In this paper, we address the issue of using multimodal representations for 3D shape classification and retrieval. Although there has been several papers that proposed mechanisms for shape retrieval, most of them consider only one modality [1], [2], [10]. Recently, Li et al. [3] proposed a framework in which they addressed the joint combination of two different modalities. To do so, they first compute an embedding from 3D model similarities based on handcrafted features. They then project images into the embedding using Convolutional Neural Network (CNN), which allows them computing distances between images and 3D models.
In this paper, we propose the use of three types of modalities; 3D shapes, 2D images and sketches. We then aim at discovering the explicit as well as the implicit relationships, which can be non-linear, between the various modalities used for shape retrieval. For this end, we project the three modalities into a common k-dimensional space in such a way that similar entities, treated as points in regardless of whether they are 3D models, images, or sketches, will be close to each other in the target space . In order to construct the target space we first start by computing shape signatures from a collection of 3D objects using deep CNN. We then propose to compute a mapping function P that maps the 3D shape signatures to some common specific space such that the dot product between mapped signatures is as close as possible to an original kernel representing the similarity between two shapes. Once the target space of the shape signatures is constructed, we project onto it, via a different CNN architecture, two other modalities, namely images and sketches, such that similar objects independently whether they are represented as 3D models, images or sketches, can be easily identified.

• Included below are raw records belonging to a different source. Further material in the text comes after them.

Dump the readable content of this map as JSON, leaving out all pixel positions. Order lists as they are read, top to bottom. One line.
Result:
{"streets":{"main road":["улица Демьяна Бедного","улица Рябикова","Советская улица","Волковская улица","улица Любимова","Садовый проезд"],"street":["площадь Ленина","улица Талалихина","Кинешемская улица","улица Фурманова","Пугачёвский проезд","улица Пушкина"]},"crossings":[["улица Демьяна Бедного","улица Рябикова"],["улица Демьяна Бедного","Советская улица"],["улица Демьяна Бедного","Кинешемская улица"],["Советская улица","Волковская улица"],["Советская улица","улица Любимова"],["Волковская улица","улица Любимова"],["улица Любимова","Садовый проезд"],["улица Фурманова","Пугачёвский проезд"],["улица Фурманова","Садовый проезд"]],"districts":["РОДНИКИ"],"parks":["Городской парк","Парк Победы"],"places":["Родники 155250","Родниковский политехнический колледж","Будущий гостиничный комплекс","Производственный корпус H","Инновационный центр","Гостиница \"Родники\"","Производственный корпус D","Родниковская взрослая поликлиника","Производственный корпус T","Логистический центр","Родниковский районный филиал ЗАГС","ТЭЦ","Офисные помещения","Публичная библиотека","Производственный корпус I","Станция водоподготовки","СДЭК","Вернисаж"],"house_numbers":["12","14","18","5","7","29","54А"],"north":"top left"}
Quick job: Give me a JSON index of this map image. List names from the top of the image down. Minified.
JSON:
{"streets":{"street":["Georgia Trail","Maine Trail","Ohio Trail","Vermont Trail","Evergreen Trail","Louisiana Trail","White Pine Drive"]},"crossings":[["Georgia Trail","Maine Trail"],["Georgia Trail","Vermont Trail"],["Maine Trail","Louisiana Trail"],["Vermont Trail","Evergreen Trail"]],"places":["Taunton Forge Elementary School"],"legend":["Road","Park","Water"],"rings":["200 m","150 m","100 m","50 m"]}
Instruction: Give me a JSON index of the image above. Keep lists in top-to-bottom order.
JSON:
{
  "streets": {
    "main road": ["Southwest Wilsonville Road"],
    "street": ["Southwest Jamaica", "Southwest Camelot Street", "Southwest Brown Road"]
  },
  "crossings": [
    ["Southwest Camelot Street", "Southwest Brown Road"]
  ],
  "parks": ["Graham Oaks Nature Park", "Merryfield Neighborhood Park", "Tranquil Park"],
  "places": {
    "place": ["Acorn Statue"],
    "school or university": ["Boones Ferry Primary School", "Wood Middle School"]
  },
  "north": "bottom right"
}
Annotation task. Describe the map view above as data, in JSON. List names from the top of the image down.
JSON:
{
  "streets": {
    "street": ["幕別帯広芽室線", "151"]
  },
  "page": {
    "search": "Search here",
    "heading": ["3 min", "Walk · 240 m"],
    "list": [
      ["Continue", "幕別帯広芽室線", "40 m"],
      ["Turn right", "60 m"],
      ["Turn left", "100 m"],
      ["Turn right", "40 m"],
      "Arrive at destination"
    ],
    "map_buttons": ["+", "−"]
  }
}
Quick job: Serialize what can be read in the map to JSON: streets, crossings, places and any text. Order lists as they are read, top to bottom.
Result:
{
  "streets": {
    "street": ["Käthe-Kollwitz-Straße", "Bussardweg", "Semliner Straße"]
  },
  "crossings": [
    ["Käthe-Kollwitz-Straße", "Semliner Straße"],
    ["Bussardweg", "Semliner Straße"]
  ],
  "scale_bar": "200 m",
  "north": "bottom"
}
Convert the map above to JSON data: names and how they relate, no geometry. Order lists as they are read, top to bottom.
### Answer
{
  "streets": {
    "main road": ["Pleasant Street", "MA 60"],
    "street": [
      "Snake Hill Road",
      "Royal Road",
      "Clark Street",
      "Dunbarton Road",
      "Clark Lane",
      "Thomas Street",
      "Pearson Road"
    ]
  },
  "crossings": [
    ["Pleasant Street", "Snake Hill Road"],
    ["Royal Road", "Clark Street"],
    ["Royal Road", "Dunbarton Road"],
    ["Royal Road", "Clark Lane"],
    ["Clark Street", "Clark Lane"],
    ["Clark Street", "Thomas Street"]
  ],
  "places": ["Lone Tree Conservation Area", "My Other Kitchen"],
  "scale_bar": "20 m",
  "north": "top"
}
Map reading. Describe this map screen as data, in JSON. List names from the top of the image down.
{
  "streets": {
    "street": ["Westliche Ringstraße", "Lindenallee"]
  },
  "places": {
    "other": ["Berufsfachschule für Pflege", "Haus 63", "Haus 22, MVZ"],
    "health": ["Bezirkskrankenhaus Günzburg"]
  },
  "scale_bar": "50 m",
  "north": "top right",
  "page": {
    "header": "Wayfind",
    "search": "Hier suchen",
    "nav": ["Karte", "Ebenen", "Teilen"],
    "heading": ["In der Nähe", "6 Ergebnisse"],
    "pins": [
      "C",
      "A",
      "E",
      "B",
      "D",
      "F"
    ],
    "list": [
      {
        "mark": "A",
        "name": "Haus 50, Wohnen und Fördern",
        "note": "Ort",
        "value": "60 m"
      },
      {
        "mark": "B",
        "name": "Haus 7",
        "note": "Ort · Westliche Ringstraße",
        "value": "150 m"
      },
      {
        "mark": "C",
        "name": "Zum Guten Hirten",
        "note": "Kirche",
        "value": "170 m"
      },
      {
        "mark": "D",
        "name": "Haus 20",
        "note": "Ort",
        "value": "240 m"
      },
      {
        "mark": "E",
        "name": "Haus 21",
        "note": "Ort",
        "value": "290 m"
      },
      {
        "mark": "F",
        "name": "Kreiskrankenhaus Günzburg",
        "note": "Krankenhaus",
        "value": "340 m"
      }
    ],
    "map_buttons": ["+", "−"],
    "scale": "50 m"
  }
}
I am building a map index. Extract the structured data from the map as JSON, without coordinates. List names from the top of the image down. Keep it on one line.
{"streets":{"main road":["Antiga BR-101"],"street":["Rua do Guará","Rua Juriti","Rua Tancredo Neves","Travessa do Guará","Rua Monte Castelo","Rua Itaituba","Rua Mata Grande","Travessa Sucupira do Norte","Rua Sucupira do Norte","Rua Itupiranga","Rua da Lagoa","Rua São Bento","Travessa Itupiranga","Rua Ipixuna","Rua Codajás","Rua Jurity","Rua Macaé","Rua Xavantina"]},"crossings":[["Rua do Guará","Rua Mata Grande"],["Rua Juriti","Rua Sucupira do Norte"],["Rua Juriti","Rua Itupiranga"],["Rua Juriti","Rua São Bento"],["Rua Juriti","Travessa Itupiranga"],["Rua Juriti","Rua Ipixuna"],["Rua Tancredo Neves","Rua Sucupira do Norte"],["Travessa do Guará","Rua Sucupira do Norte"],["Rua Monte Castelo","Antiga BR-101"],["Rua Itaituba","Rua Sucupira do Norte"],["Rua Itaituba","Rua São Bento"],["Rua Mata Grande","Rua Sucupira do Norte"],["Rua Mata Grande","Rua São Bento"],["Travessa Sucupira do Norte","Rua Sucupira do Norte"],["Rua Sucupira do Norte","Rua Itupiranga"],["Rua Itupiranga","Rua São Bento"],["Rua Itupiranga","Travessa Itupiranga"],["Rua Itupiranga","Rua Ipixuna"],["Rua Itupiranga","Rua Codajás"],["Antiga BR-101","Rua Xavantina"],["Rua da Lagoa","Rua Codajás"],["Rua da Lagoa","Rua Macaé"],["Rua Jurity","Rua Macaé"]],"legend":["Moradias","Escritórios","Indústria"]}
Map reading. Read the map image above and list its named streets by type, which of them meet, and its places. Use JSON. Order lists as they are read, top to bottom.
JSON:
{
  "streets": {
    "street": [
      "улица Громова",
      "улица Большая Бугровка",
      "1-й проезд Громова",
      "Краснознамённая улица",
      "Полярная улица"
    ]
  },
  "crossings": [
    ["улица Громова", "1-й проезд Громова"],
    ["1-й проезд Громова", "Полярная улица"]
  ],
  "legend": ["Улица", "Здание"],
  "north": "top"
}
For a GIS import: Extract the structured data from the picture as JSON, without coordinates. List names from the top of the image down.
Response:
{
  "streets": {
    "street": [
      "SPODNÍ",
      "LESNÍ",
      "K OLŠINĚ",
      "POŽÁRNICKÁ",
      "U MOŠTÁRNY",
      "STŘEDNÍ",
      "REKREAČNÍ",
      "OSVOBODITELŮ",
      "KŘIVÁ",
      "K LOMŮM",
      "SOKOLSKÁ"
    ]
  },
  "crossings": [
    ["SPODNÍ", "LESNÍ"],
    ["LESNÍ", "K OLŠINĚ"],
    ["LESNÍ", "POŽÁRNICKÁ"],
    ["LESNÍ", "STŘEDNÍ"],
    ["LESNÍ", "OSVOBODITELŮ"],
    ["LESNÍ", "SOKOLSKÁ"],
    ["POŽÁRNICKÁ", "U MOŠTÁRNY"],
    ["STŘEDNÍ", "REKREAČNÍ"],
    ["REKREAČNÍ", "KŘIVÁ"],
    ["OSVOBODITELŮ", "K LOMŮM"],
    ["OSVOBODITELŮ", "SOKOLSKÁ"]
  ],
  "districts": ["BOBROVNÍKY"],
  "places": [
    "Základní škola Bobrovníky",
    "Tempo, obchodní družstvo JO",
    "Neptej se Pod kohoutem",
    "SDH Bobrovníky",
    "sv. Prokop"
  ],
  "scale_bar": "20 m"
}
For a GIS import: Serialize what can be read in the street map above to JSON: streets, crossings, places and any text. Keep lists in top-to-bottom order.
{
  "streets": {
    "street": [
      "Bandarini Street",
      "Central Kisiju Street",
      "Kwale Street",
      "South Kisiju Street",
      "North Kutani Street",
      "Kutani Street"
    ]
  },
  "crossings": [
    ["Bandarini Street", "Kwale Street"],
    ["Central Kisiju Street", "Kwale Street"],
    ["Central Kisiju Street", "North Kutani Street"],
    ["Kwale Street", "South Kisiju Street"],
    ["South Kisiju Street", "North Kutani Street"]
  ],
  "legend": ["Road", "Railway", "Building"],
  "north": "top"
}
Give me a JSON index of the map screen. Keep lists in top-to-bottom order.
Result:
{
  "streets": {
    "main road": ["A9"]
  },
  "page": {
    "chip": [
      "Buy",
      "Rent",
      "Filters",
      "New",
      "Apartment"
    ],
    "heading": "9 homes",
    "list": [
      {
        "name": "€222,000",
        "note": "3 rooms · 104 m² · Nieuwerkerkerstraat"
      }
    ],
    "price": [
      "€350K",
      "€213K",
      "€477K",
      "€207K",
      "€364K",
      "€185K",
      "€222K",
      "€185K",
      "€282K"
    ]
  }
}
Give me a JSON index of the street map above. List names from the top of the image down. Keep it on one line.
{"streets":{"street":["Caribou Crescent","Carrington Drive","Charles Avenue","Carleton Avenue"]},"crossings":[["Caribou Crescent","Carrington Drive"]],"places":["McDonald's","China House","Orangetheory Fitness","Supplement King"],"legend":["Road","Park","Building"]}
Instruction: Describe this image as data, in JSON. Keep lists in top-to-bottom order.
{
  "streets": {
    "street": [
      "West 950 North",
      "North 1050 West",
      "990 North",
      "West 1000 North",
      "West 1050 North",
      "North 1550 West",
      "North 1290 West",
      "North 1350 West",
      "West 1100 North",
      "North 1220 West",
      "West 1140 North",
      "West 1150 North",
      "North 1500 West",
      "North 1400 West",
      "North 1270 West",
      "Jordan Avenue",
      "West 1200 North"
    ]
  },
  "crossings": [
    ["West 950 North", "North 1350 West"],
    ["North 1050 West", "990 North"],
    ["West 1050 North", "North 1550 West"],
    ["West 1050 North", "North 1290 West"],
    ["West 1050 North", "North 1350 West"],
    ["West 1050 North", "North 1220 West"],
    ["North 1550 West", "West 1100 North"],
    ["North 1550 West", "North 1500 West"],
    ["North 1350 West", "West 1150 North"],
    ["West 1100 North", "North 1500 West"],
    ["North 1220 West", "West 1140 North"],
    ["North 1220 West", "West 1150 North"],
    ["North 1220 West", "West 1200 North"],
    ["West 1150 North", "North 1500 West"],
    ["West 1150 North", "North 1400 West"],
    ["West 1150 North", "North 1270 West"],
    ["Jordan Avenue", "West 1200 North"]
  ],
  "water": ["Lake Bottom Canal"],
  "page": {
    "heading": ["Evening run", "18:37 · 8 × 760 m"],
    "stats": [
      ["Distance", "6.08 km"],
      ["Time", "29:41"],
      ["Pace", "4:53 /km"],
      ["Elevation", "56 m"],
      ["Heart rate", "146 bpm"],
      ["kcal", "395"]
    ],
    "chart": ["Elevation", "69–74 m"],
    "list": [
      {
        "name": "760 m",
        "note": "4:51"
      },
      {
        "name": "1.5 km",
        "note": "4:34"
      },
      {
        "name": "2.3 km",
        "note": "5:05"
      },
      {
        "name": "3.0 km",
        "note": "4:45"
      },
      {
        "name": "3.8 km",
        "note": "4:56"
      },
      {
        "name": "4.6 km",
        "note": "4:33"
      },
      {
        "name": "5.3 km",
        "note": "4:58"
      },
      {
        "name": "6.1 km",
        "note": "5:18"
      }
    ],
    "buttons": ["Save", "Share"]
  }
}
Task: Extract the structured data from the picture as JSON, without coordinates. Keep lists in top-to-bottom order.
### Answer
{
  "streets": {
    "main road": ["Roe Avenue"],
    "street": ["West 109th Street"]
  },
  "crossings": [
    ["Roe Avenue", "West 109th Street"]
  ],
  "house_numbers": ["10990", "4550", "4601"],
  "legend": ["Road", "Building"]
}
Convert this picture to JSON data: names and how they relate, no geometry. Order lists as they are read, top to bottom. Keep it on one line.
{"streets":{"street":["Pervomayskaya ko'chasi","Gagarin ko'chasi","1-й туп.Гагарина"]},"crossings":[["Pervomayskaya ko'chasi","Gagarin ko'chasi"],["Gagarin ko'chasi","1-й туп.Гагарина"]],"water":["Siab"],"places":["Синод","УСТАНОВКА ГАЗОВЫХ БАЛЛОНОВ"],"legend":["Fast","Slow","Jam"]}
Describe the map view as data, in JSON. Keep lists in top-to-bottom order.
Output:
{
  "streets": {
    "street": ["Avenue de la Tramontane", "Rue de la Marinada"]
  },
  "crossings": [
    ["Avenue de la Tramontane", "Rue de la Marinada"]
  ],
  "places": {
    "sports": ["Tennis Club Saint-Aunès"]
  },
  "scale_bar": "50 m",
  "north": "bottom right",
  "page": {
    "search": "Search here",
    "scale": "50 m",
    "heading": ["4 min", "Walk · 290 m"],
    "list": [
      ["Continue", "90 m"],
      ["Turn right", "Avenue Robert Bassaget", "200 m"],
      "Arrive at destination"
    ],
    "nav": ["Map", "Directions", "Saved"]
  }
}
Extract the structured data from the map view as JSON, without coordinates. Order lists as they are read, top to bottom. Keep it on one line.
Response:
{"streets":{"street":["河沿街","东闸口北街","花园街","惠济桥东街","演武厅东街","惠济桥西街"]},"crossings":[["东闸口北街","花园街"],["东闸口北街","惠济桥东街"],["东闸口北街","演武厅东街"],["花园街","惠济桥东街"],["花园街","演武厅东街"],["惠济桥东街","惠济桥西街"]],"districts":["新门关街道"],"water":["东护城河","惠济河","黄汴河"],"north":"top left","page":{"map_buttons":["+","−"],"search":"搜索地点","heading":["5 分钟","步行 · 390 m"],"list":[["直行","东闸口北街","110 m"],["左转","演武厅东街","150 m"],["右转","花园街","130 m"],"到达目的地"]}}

We show that by using this framework, one can achieve good performance in multimodal 3D shape retrieval. We demonstrate the utility and performance of the proposed approach for retrieving 3D shapes using different modalities and validate our approach using various benchmarks including large scale SHREC 3D datasets.
In this paper, we propose a framework for embedding multiple entities into a common target space in which similarities in both the same as well as cross entities can easily be computed. We study three different entities, namely, hand-drawn sketches, 2D images and 3D mesh models. Several papers have studied this problem in the context of image and video retrieval using multiple modalities such as text, audio, images, and videos [4], [5], [6]. In this section, we survey the methods that are most related to our work including 3D shape retrieval, image based shape retrieval and sketch based shape retrieval. Please refer to [7] for a review of the state-of-the-art in image retrieval.
3D shape retrieval. 3D shape retrieval has been a very active field of research in the past decade. We refer the reader to some of the recent surveys on the topic [2], [8], [9], [10], [11], [12]. In this section, we do not aim to provide a full taxonomy of the topic. We instead view the existing methods from the perspective of the way the features that have been used are computed. Early methods, for instance, used handcrafted descriptors in order to characterize the geometric and topological attributes of 3D shapes [13], [14], [15], [16], [17], [18], [19], [20], [21], [22]. Their performance, however, is often limited, particularly when dealing with medium or large databases, since they do not capture the essence or semantics of the shapes being indexed. More recent methods used learned descriptors involving either supervised or unsupervised feature extraction [23], [24], [25], [26]. Approaches that use Convolutional Neural Networks (CNN) help discover automatically efficient shape representations from voxelized [23] or depth [25] data.
While there is a large amount of research dedicated to designing efficient shape descriptors, little attention has been given to the way 3D databases are queried. Most of the existing techniques use 3D models as queries in order to retrieve other 3D models that are similar. This is, however, not practical since often users want to retrieve 3D models for which they only have either an image or an abstract description, which can be transposed into a hand-drawn sketch.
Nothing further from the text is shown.